Kiai Achmad Shiddiq adalah kiai yang dikenal sebagai perumus Pancasila, dan peletak dasar khittah NU 1926 yang diputuskan di Situbondo. Gagasan dan ide-ide segarnya tentang pembaharuan NU banyak bermunculan darinya, juga kekonsistenannya mengabdi pada NU dan bangsa Indonesia tidak pernah diragukan. Di tahun 1972 Kiai Achmad Shiddiq menjadi pengikut pemula Gus Miek, dan berdakwah bersamanya melalui Dzikrul Ghofilin. Jadi munculnya berdirinya Dzikrul Ghofilin itu tidak terlepas dari tiga kiai, yakni Kiai Hamid Pasuruan, Kiai Hamim Jazuli (Gus Miek), dan Kiai Achmad Shiddiq. Sehingga tidak berlebihan kiranya jika muncul istilah “tritunggal”, sebuah istilah yang masyhur dikalangan pengikut Gus Miek.

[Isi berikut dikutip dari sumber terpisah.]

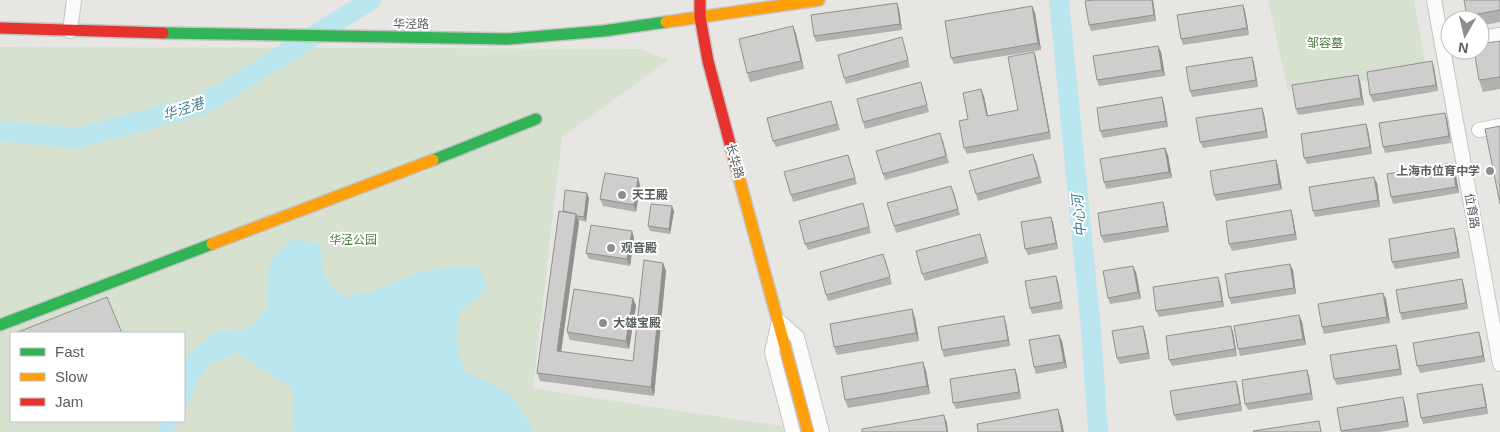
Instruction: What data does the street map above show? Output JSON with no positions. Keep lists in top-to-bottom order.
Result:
{
  "streets": {
    "street": ["华泾路", "长华路", "位育路"]
  },
  "crossings": [
    ["华泾路", "长华路"]
  ],
  "water": ["华泾港", "中心河"],
  "parks": ["邹容墓", "华泾公园"],
  "places": [
    "上海市位育中学",
    "天王殿",
    "观音殿",
    "大雄宝殿"
  ],
  "legend": ["Fast", "Slow", "Jam"],
  "north": "bottom"
}
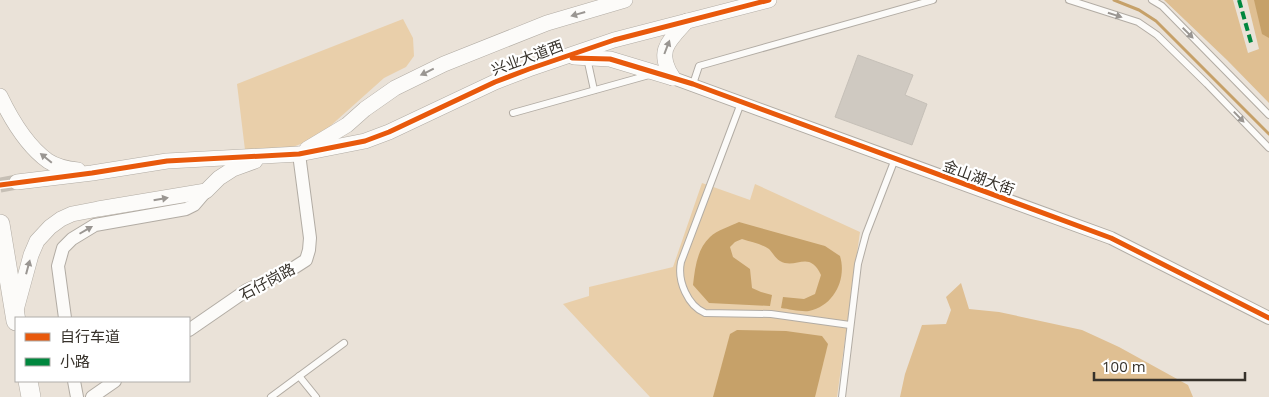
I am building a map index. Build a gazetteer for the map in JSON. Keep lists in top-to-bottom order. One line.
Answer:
{"streets":{"street":["兴业大道西","金山湖大街","石仔岗路"]},"crossings":[["兴业大道西","石仔岗路"]],"legend":["自行车道","小路"],"scale_bar":"100 m"}
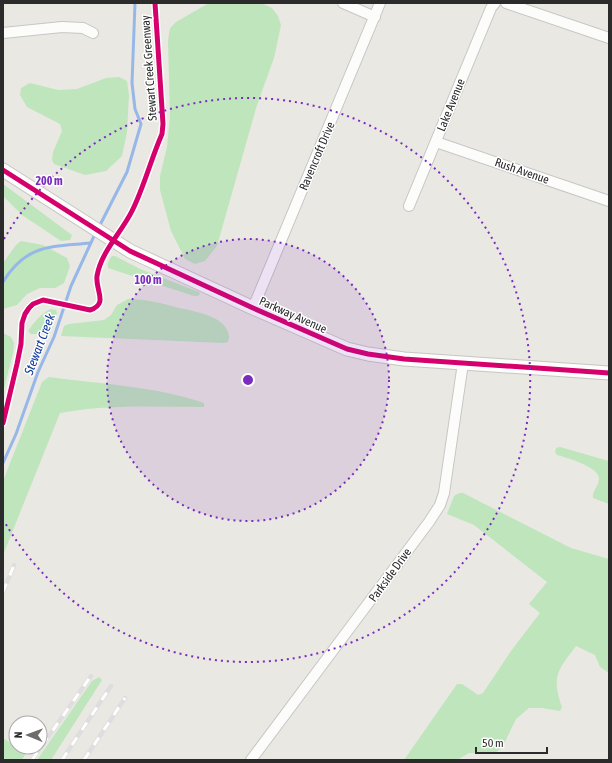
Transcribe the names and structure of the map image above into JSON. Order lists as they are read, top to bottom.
{
  "streets": {
    "street": [
      "Lake Avenue",
      "Ravencroft Drive",
      "Rush Avenue",
      "Parkway Avenue",
      "Parkside Drive"
    ],
    "cycle path": ["Stewart Creek Greenway"]
  },
  "crossings": [
    ["Lake Avenue", "Rush Avenue"],
    ["Ravencroft Drive", "Parkway Avenue"],
    ["Parkway Avenue", "Parkside Drive"]
  ],
  "water": ["Stewart Creek"],
  "scale_bar": "50 m",
  "north": "left",
  "rings": ["200 m", "100 m"]
}
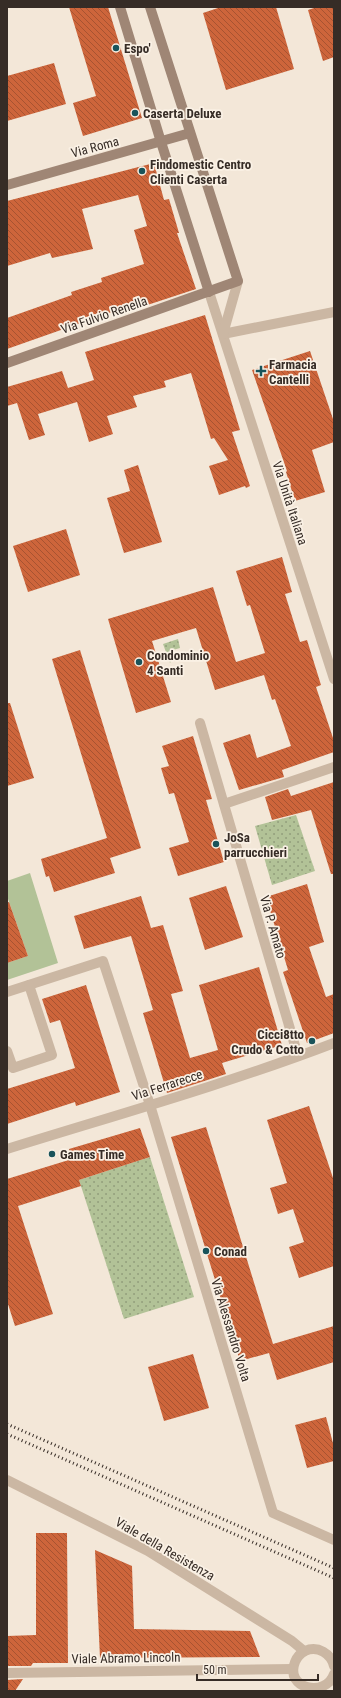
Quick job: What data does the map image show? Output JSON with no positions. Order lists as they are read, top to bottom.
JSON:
{
  "streets": {
    "main road": ["Via Roma", "Via Fulvio Renella", "Via Unità Italiana"],
    "street": [
      "Via P. Amato",
      "Via Ferrarecce",
      "Via Alessandro Volta",
      "Viale della Resistenza",
      "Viale Abramo Lincoln"
    ]
  },
  "crossings": [
    ["Via Roma", "Via Unità Italiana"],
    ["Via Fulvio Renella", "Via Unità Italiana"],
    ["Via P. Amato", "Via Ferrarecce"],
    ["Via Ferrarecce", "Via Alessandro Volta"]
  ],
  "places": {
    "other": [
      "Espo'",
      "Caserta Deluxe",
      "Findomestic Centro Clienti Caserta",
      "Condominio 4 Santi",
      "JoSa parrucchieri",
      "Cicci8tto Crudo & Cotto",
      "Games Time",
      "Conad"
    ],
    "health": ["Farmacia Cantelli"]
  },
  "scale_bar": "50 m"
}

Adapun penggagas utamanya sekaligus penulis teks Dzikrul Ghofilin adalah Kiai Hamim Jazuli (Gus Miek). Beliau banyak mencurahkan perhatian dan tenaga sepenuhnya demi memperjuangkan Dizikrul Ghofilin. Di Surabaya, Gus Miek memulai kegiatan Dzikrul Ghofilin yang hanya diikuti oleh beberapa orang hingga menjadi belasan orang jama’ah. Tempat kegiatannnya berpindah-pindah dari jama’ah yang satu ke jamaa’ah yang lainnya. Sebelum acara Dzikrul Ghofilin dimulai, Gus Miek mengajak jama’ahnya terlebih dahulu berkumpul di makam Sunan Ampel, dengan membaca al-Fatihah 500 kali, baru kemudian berangkat ke rumah yang menerima giliran acara Dzikrul Ghofilin.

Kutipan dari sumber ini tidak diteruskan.